SEC to demand global-warming risk disclosure from public corporations
posted at 2:10 pm on January 28, 2010 by Ed Morrissey
This Democrat-dominated government certainly has its eyes firmly set on a goal to heavily increase regulation, especially on Wall Street after the financial collapse of 2008. But how many companies face threats of failure due to anthropogenic global warming? We’ll soon find out, now that the SEC has demanded that publicly-traded corporations reveal those risks to stockholders:
A politically divided Securities and Exchange Commission voted on Wednesday to make clear when companies must provide information to investors about the business risks associated with climate change.
The commission, in a 3 to 2 vote, decided to require that companies disclose in their public filings the impact of climate change on their businesses — from new regulations or legislation they may face domestically or abroad to potential changes in economic trends or physical risks to a company.
Chairman Mary L. Schapiro and the two Democrats on the commission supported the new requirements, while the two Republicans vehemently opposed them.
“I can only conclude that the purpose of this release is to place the imprimatur of the commission on the agenda of the social and environmental policy lobby, an agenda that falls outside of our expertise and beyond our fundamental mission of investor protection,” Republican commissioner Kathleen L. Casey said.
Clearly, Casey correctly diagnoses the Democrats’ intentions on this point. They want to highlight the potential damage that some corporations do through carbon emissions, while highlighting the benefits from others who play along on AGW. Putting this in the jurisdiction of the SEC is a two-fer for the Obama administration — they can claim regulatory gains on both AGW and Wall Street.
But this may hold the potential for enormous backfire.

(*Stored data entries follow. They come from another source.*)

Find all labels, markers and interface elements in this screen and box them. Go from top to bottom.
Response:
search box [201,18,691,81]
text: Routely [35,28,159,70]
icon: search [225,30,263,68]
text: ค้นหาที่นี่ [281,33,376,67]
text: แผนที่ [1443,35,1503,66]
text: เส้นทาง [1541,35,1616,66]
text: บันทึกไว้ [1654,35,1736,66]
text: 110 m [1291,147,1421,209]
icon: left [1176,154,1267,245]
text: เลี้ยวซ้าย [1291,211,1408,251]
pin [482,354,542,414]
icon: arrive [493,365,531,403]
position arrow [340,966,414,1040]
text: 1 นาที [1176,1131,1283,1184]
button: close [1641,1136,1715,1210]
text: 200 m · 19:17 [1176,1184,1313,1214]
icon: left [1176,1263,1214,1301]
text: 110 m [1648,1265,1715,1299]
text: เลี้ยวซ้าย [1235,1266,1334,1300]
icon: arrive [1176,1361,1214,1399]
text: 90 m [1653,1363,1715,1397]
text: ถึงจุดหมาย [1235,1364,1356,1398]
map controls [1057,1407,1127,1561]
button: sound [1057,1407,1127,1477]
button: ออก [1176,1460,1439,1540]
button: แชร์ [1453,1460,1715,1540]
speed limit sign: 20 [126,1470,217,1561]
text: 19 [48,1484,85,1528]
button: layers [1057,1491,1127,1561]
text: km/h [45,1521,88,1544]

With the cap-and-trade legislation still on the docket, all of these corporations will have to forecast for higher energy prices, more restrictive manufacturing and service standards, and the costs of retrofitting. The Obama administration and Democrats in Congress have consistently and drastically underestimated the impact of their bills on the private sector. Now, by forcing companies to analyze the impact of their environmental agendas on their bottom lines, the American public can get a much clearer and much less optimistic take on cap-and-trade and carbon-tax regulations. Because those reports will be part of the public record, analysts can compile a daunting picture of the burdens the Democratic agenda will create on private business and economic growth.
This effort still should have been killed as a ridiculous overreach on regulation. Now that the SEC has forced the matter, their Democratic allies will shortly have reason to regret it.